PROBLEM STATEMENT:
All the entries need to be quoted exactly, apart from the pictures, which you should drop.

Dataset entries:
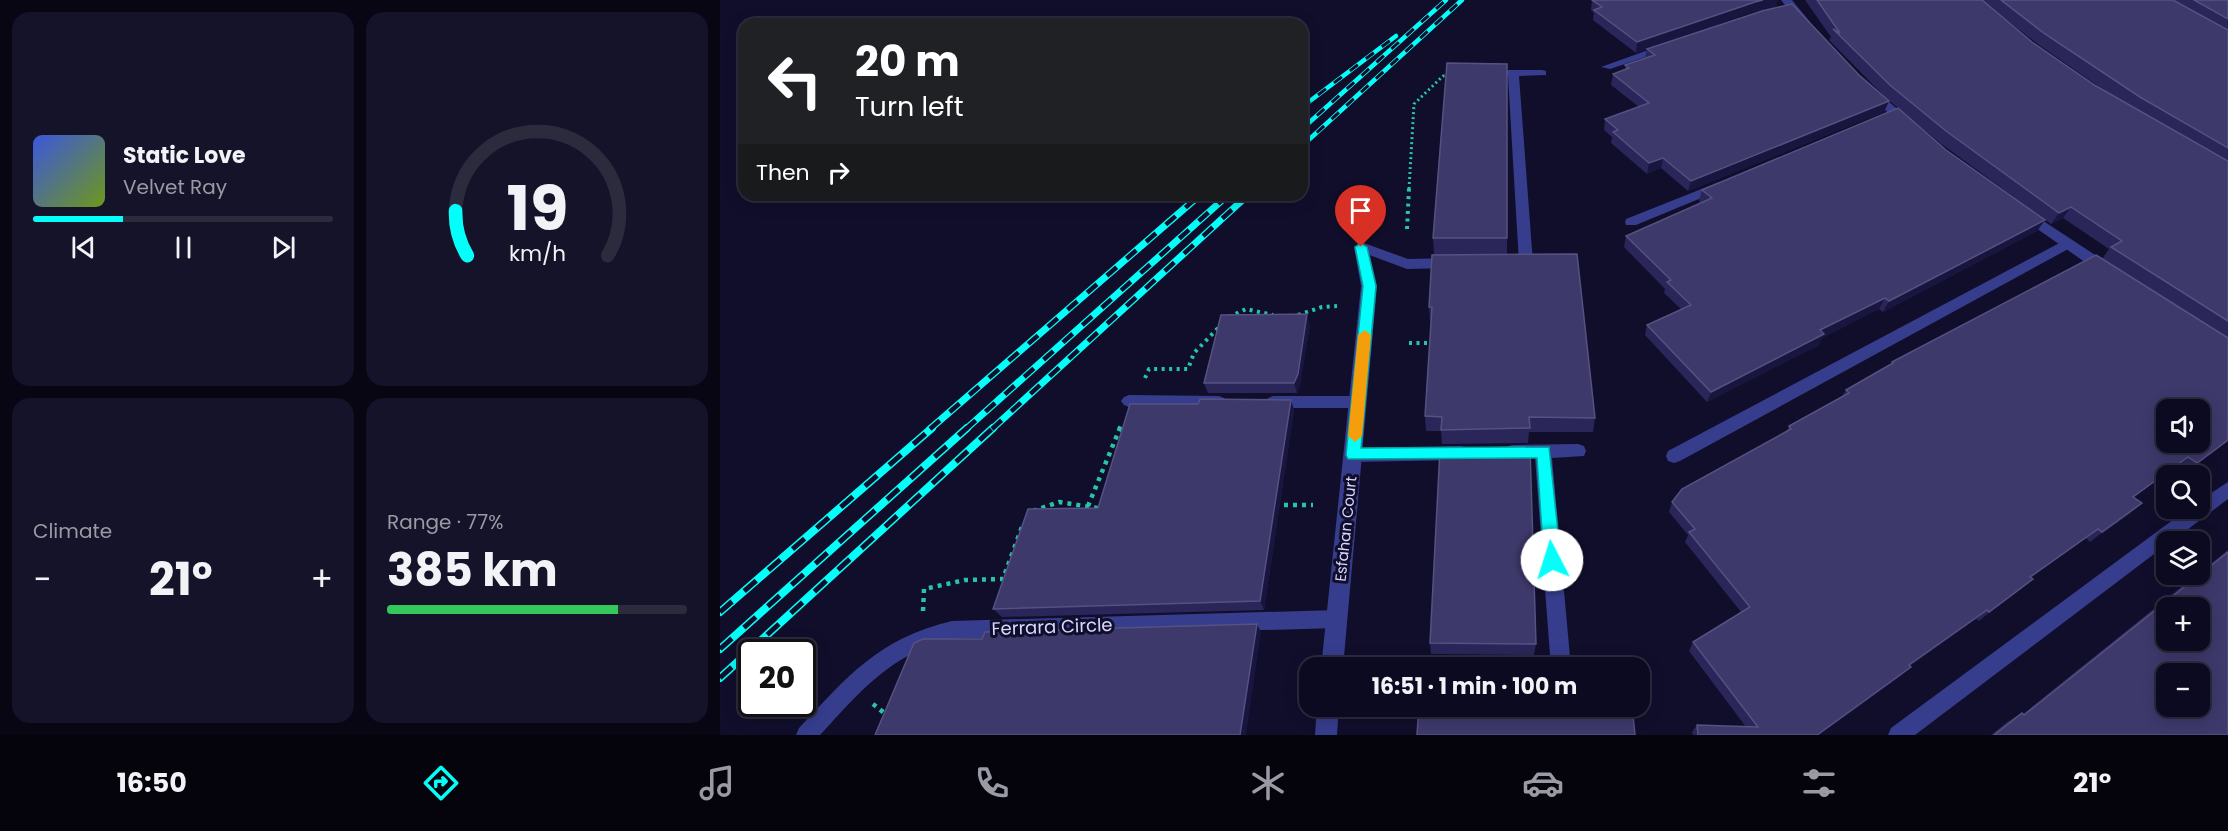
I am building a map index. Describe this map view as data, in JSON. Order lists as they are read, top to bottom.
{
  "streets": {
    "street": ["Esfahan Court"],
    "lane": ["Ferrara Circle"]
  },
  "crossings": [
    ["Esfahan Court", "Ferrara Circle"]
  ],
  "page": {
    "turn": ["20 m", "Turn left"],
    "song": ["Static Love", "Velvet Ray"],
    "then": "Then",
    "tile": [
      "Climate",
      ["Range · 77%", "385 km"]
    ],
    "map_buttons": ["+", "−"],
    "heat": ["−", "21°", "+"],
    "limit": "20",
    "trip": "16:51 · 1 min · 100 m",
    "tabs": ["16:50", "21°"],
    "gauge": ["19", "km/h"]
  }
}
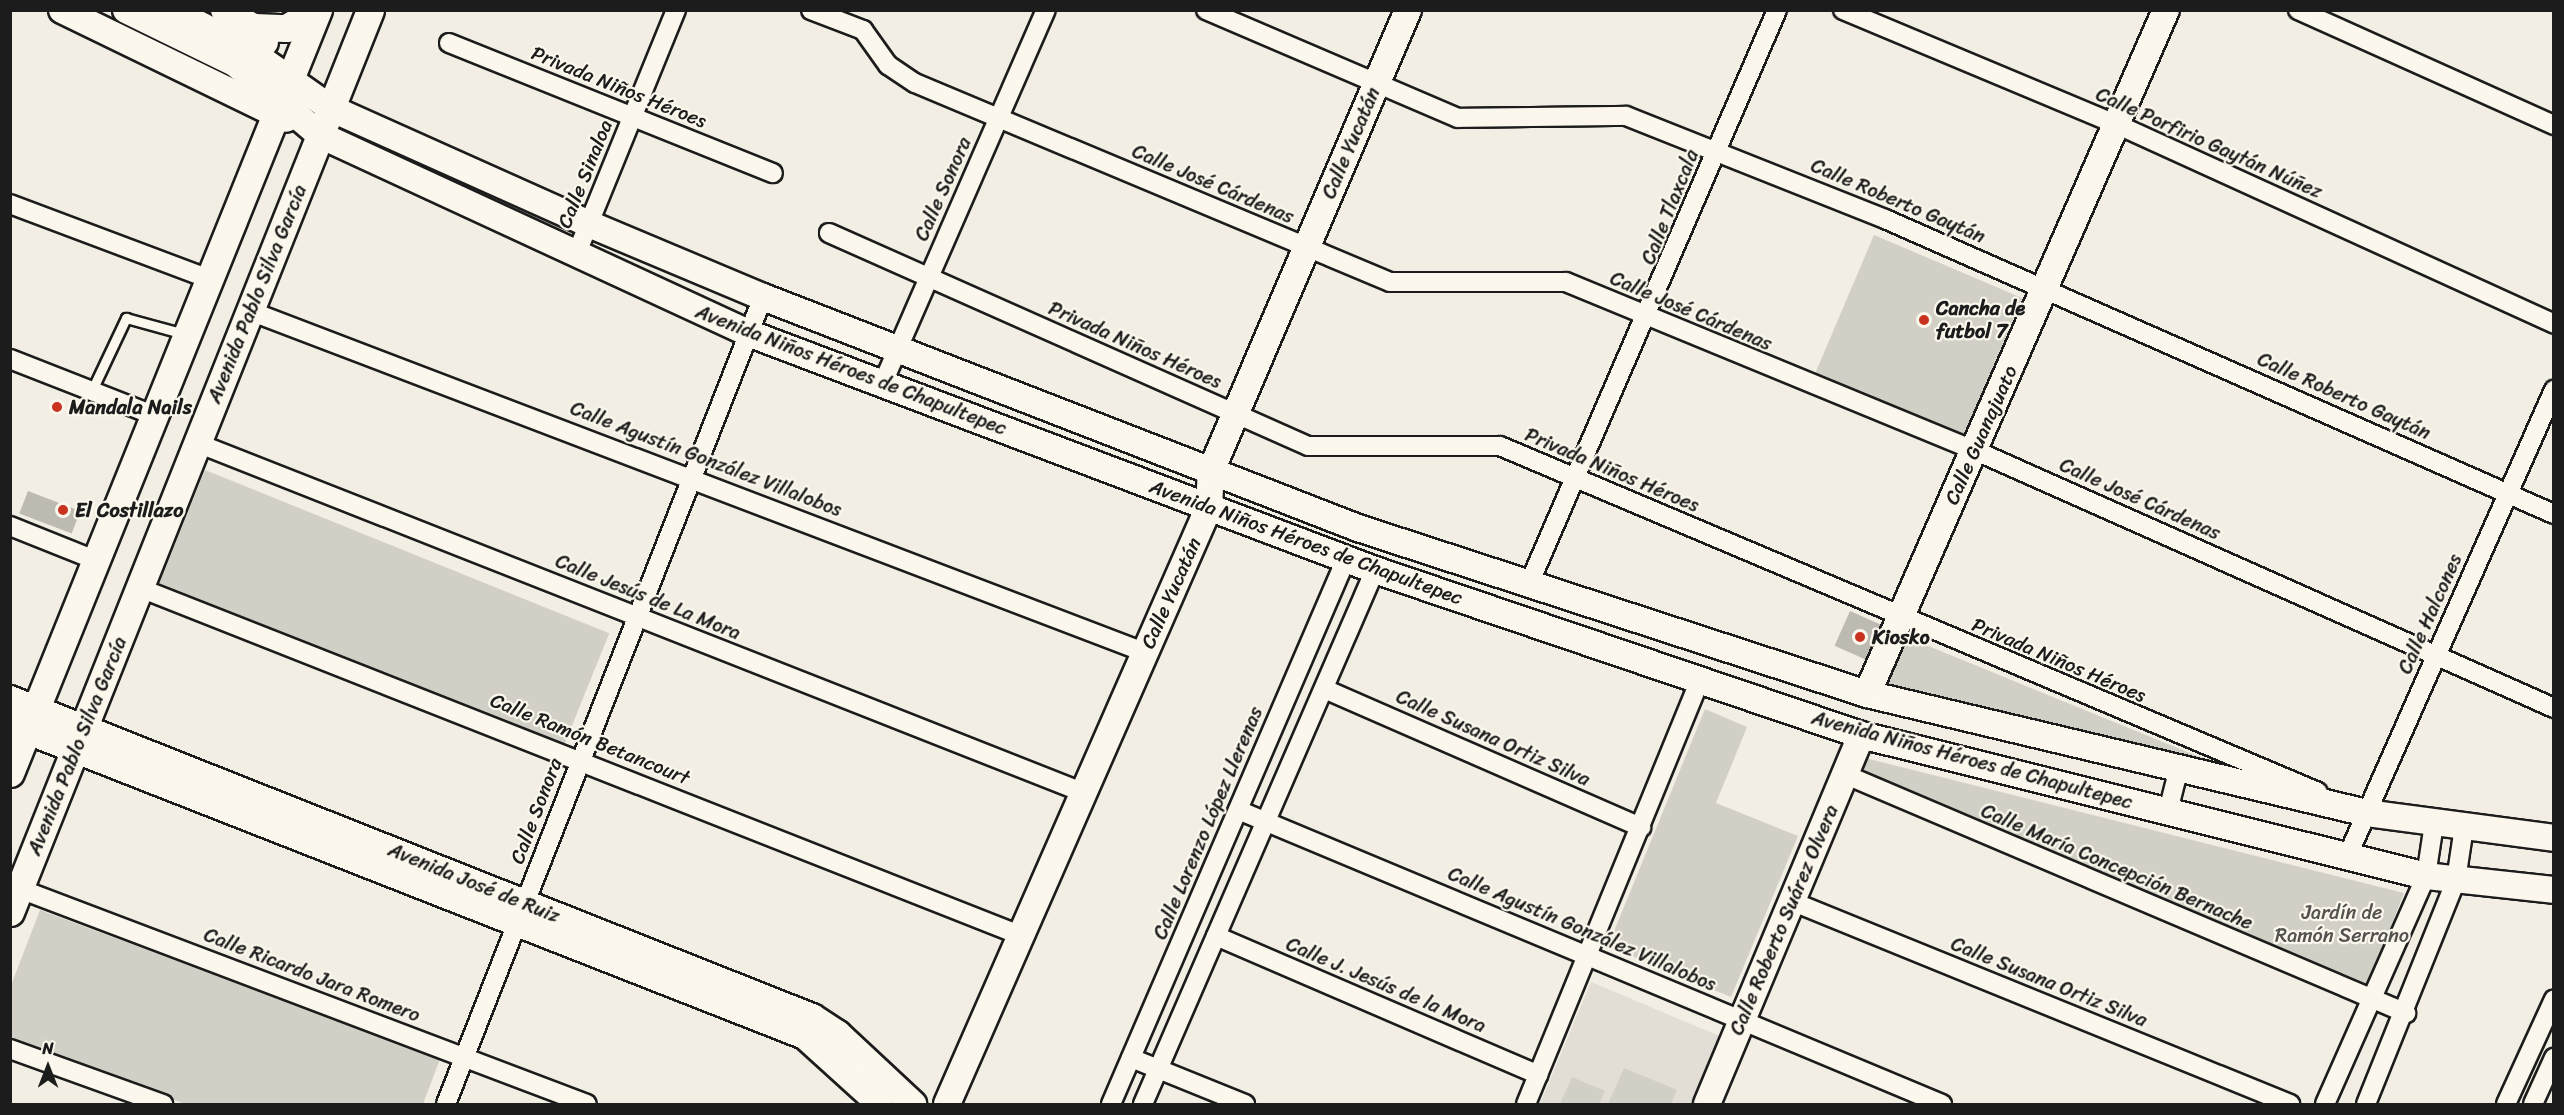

EXPECTED ANSWER:
I am building a map index. Describe this map view as data, in JSON. Order lists as they are read, top to bottom.
{
  "streets": {
    "street": ["Esfahan Court"],
    "lane": ["Ferrara Circle"]
  },
  "crossings": [
    ["Esfahan Court", "Ferrara Circle"]
  ],
  "page": {
    "turn": ["20 m", "Turn left"],
    "song": ["Static Love", "Velvet Ray"],
    "then": "Then",
    "tile": [
      "Climate",
      ["Range · 77%", "385 km"]
    ],
    "map_buttons": ["+", "−"],
    "heat": ["−", "21°", "+"],
    "limit": "20",
    "trip": "16:51 · 1 min · 100 m",
    "tabs": ["16:50", "21°"],
    "gauge": ["19", "km/h"]
  }
}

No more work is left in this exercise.